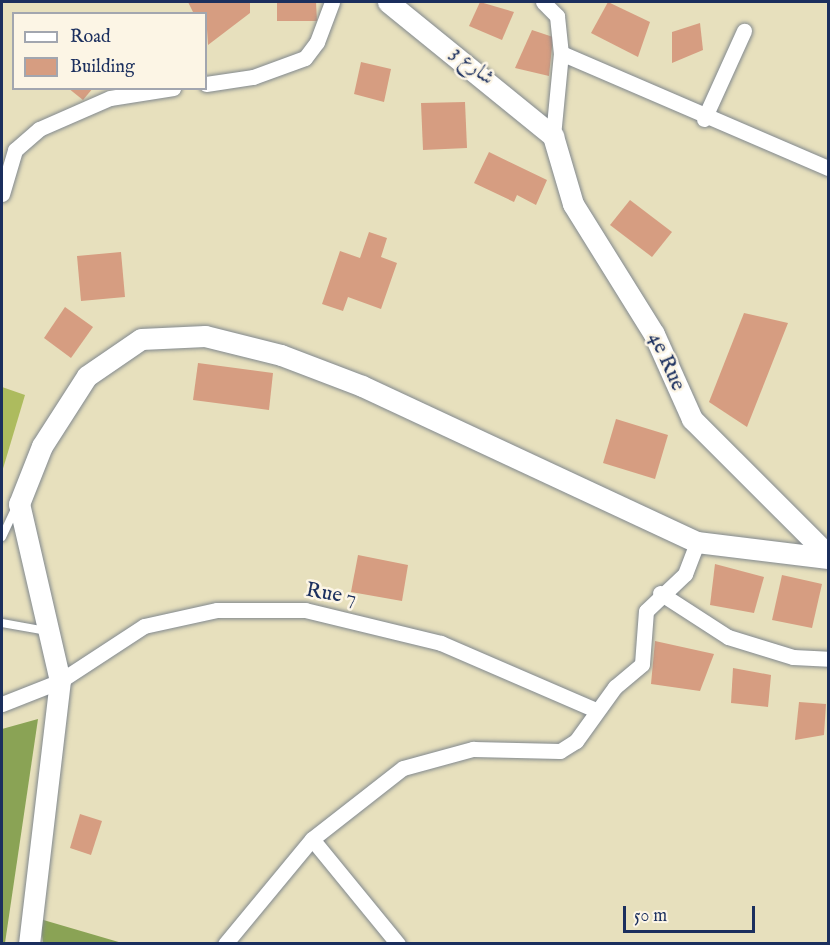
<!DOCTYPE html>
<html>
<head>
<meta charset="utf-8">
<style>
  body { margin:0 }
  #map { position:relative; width:830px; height:945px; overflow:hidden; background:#e7e0bd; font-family:"IM FELL English",Amiri,serif }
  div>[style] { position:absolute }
  .green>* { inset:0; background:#adbb5e }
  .forest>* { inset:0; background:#8aa355 }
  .building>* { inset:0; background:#d69d81 }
  .roads { filter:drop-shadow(0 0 2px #81888e) drop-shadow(0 0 2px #81888e) }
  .lane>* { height:8px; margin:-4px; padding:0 4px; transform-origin:4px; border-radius:4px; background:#fff }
  .street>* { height:15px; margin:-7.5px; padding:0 7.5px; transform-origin:7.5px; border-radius:7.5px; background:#fff }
  .secondary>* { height:21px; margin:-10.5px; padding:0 10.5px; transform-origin:10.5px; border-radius:10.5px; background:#fff }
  span { translate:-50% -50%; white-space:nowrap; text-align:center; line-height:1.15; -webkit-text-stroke:5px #fcf5e5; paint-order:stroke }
  .street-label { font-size:21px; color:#1b2f5e }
  .frame { position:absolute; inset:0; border:3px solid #1b2f5e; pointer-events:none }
  .legend { position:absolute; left:12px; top:12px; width:195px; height:78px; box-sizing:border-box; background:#fcf5e5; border:2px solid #a2a6af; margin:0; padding:8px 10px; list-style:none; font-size:18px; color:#1b2f5e }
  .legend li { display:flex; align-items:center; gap:12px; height:30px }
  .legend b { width:30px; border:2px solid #a2a6af }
  .scale { position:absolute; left:623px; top:906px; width:132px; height:27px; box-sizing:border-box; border:3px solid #1b2f5e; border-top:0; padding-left:8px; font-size:18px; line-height:21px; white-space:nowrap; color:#1b2f5e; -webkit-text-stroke:4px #fcf5e5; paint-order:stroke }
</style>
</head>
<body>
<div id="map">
  <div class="green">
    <i style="clip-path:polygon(2px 387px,25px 395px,2px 472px)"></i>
  </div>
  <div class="forest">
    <i style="clip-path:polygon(38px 719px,5px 943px,2px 943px,2px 729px)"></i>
    <i style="clip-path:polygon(40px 919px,122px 943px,43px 943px)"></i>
  </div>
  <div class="building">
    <i style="clip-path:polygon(188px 2px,250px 2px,250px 13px,208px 45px,206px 14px,194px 14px)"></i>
    <i style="clip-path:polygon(277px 2px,316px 2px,317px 21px,277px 21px)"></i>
    <i style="clip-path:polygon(480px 2px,514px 12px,502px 40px,469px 26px)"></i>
    <i style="clip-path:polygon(608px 2px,650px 22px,638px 57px,591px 33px)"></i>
    <i style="clip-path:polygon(700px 23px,703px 50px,672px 63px,672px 32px)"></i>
    <i style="clip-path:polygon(532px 30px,553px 37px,549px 76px,515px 68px)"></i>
    <i style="clip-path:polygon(361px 62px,391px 69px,384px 102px,354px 94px)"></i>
    <i style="clip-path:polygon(68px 88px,93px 88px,83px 100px)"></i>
    <i style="clip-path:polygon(465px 102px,467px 148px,423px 150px,421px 103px)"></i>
    <i style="clip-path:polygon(489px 152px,547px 180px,536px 205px,517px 195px,514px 202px,474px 183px)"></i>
    <i style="clip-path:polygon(630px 200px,672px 232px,652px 257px,610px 225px)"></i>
    <i style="clip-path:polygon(369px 232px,387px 238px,381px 257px,397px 263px,381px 309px,348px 297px,343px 311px,322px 304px,340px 251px,360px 258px)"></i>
    <i style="clip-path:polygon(121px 252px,125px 297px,81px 301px,77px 256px)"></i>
    <i style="clip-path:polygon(65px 307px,93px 327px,71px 358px,44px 338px)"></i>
    <i style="clip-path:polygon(744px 313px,788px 323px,747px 427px,709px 402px)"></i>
    <i style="clip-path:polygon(198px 363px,273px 373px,269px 410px,193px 400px)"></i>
    <i style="clip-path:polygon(616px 419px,668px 435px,655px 479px,603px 463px)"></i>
    <i style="clip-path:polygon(358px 555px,408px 565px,402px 601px,351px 592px)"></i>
    <i style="clip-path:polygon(715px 564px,764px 577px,754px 613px,710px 605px)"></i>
    <i style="clip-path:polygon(782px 575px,822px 584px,812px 628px,772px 620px)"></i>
    <i style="clip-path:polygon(655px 641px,714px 654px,700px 691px,651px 684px)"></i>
    <i style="clip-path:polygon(733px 668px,771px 675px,768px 707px,731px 703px)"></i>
    <i style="clip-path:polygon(799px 702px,826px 704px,824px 735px,795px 740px)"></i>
    <i style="clip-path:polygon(80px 814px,102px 821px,91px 855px,70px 848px)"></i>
  </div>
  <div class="roads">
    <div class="lane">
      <i style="left:2px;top:537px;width:33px;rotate:-65deg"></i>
      <i style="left:2px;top:623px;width:46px;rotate:10.1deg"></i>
    </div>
    <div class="street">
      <i style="left:543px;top:2px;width:20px;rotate:45deg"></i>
      <i style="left:557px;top:16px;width:37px;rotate:84deg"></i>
      <i style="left:206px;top:84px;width:48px;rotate:-8.5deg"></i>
      <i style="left:253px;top:77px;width:55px;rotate:-20.1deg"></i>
      <i style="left:305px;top:58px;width:20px;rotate:-53deg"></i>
      <i style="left:317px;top:42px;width:43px;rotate:-69.4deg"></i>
      <i style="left:704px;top:119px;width:97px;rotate:-65.6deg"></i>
      <i style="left:553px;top:136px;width:83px;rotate:-84.5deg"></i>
      <i style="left:561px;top:53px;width:291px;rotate:23.3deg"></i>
      <i style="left:2px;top:194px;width:46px;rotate:-73.5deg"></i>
      <i style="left:15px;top:150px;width:32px;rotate:-41deg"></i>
      <i style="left:39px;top:129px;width:77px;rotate:-23.6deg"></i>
      <i style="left:110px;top:98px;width:64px;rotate:-9deg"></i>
      <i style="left:660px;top:593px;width:81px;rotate:32.9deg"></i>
      <i style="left:728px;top:637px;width:68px;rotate:17.1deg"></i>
      <i style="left:793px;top:657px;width:35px;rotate:3deg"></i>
      <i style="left:2px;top:704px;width:62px;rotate:-21.6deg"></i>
      <i style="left:60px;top:681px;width:100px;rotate:-33.2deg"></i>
      <i style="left:144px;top:626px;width:75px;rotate:-12.4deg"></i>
      <i style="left:217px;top:610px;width:88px"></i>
      <i style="left:305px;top:610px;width:140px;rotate:13.6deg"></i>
      <i style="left:441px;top:643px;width:169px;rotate:23.4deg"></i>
      <i style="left:312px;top:839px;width:136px;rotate:50.7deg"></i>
      <i style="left:225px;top:944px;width:136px;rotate:-50.4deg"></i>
      <i style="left:312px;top:839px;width:115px;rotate:-38deg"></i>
      <i style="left:403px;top:768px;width:73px;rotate:-15.2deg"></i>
      <i style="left:473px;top:749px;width:87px;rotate:1.3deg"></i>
      <i style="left:560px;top:751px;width:19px;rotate:-32deg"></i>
      <i style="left:576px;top:741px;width:67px;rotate:-54.2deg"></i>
      <i style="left:615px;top:687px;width:35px;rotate:-40deg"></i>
      <i style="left:642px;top:664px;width:53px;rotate:-85.7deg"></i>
      <i style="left:646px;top:611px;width:54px;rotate:-43.5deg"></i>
      <i style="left:685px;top:574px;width:34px;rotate:-69deg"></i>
    </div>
    <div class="secondary">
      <i style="left:388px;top:2px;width:213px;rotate:39.1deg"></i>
      <i style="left:553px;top:136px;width:71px;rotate:73.6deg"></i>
      <i style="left:573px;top:204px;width:153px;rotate:58.1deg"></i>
      <i style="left:654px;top:334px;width:93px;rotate:65.9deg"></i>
      <i style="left:692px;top:419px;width:192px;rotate:45deg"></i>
      <i style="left:29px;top:944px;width:265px;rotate:-83.3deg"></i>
      <i style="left:60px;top:681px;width:182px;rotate:-103deg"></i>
      <i style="left:19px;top:504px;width:62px;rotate:-68.4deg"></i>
      <i style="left:42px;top:446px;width:83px;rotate:-57.3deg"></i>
      <i style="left:87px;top:376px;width:65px;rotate:-34.4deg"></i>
      <i style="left:141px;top:339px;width:64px;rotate:-2.7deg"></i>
      <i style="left:205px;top:336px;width:78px;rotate:14deg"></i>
      <i style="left:281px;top:355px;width:87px;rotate:20.9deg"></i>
      <i style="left:362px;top:386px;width:370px;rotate:25deg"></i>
      <i style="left:697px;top:542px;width:132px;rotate:7deg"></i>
    </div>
  </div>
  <div class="street-label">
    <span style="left:472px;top:66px;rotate:40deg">شارع 3</span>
    <span style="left:666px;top:362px;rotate:66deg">4e Rue</span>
    <span style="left:331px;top:595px;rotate:10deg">Rue 7</span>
  </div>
  <div class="frame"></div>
  <ul class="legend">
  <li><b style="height:8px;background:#fff"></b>Road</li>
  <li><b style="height:16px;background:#d69d81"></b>Building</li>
  </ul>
  <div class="scale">50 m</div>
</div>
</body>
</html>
========
WORK TASK ::
The lines needed run from the first line of the records through the line containing "filter:drop-shadow(0 0 2px", both included. Restate them word for word, without pictures.

RESULT OF THE TASK ::
<!DOCTYPE html>
<html>
<head>
<meta charset="utf-8">
<style>
  body { margin:0 }
  #map { position:relative; width:830px; height:945px; overflow:hidden; background:#e7e0bd; font-family:"IM FELL English",Amiri,serif }
  div>[style] { position:absolute }
  .green>* { inset:0; background:#adbb5e }
  .forest>* { inset:0; background:#8aa355 }
  .building>* { inset:0; background:#d69d81 }
  .roads { filter:drop-shadow(0 0 2px #81888e) drop-shadow(0 0 2px #81888e) }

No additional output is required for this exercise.